CATEGORY
Molecular Screening
SOURCE
RDKit
DESCRIPTION
Performs 3D alignment of molecules using Open3DAlign
INPUTS
- input: a dataset of molecules to be aligned
- queryMol: a data containing the query 3D structure
OUTPUTS
A dataset of molecules
OPTIONS
Query mol index | The index of the structure in the queryMol dataset. Default is the first. |
O3DAlign score threshold | Alignment score threshold determining which structures are output. If not specified then all are output. |
Number of conformers | Number of conformers to generate (leave empty if input already contains 3D structures). |
Use Crippen (logP) contributions | Include Crippen (logP) calculations in the alignment. |
ADDITIONAL INFO
Open3DAlign can be used to perform a rigid alignment of 3D structures. Details can be found here. It has been incorporated into RDKit, which is how it is used by this cell.

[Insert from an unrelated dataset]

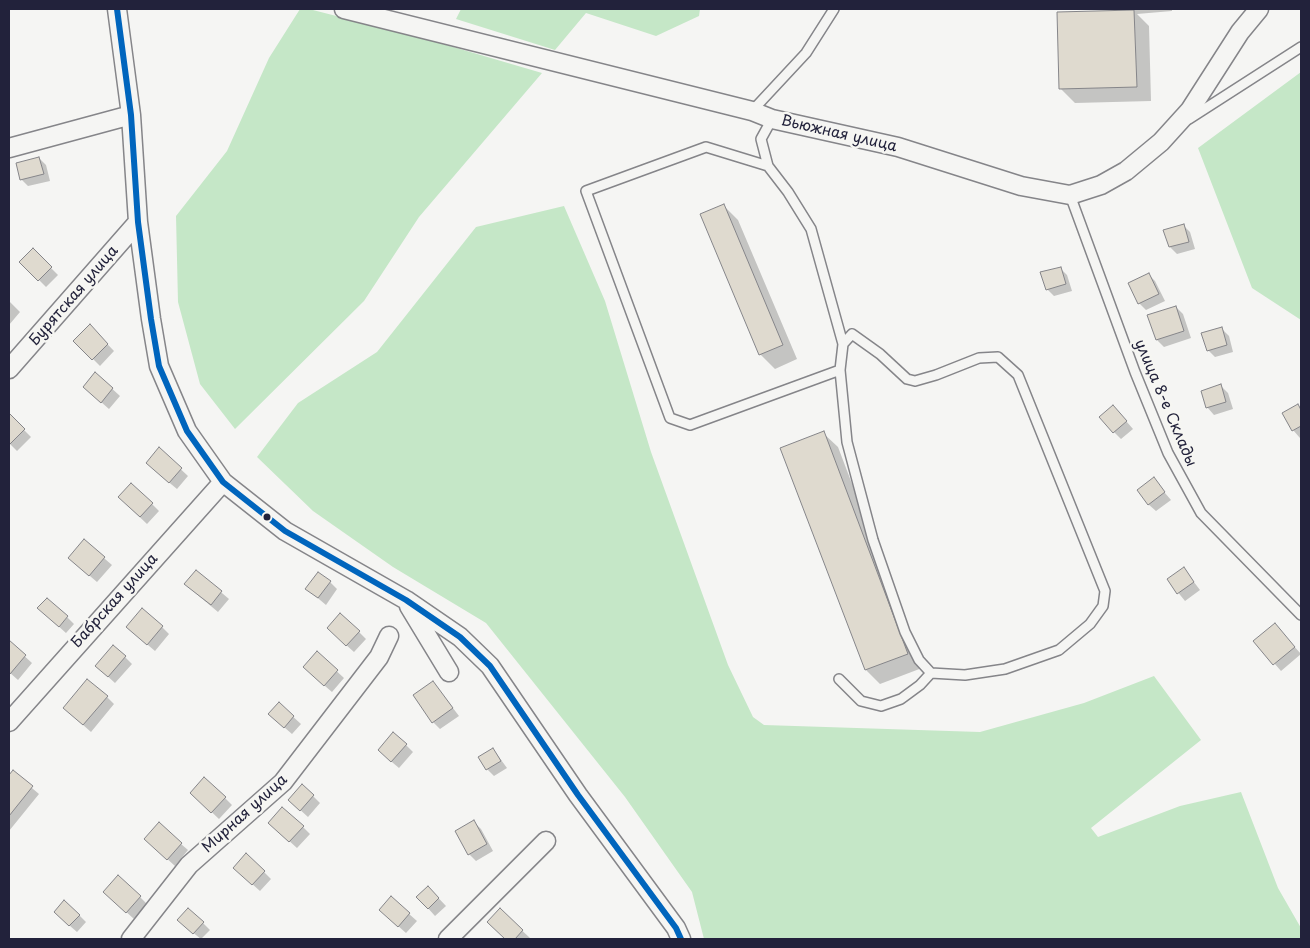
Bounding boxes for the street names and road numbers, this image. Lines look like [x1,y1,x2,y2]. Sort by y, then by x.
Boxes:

The input to the cell can either already contains 3D conformers or they can be generated by the cell. If you want them to be generated specify a positive value for the Number of conformers option.
The input to the cell can either already contains 3D conformers or they can be generated by the cell. If you want them to be generated specify a positive value for the Number of conformers option.
The output are the structures aligned to the query molecule. The target molecule is translated and rotated to optimise the alignment, but the internal geometry is unmodified.
The alignment scores that are generated are only valid for that particular query molecule. They are numbers, typically in the range of 50 - 150 (bigger scores mean better alignments). The “ideal” score can be determined by aligning the query to itself (let’s call this score Q). You can control which structures are output using the O3DAlign score threshold option (let’s call this T) which allows target structures that have an alignment score lower than Q - T to be excluded from the output. You may need to play with this option to get the desired output.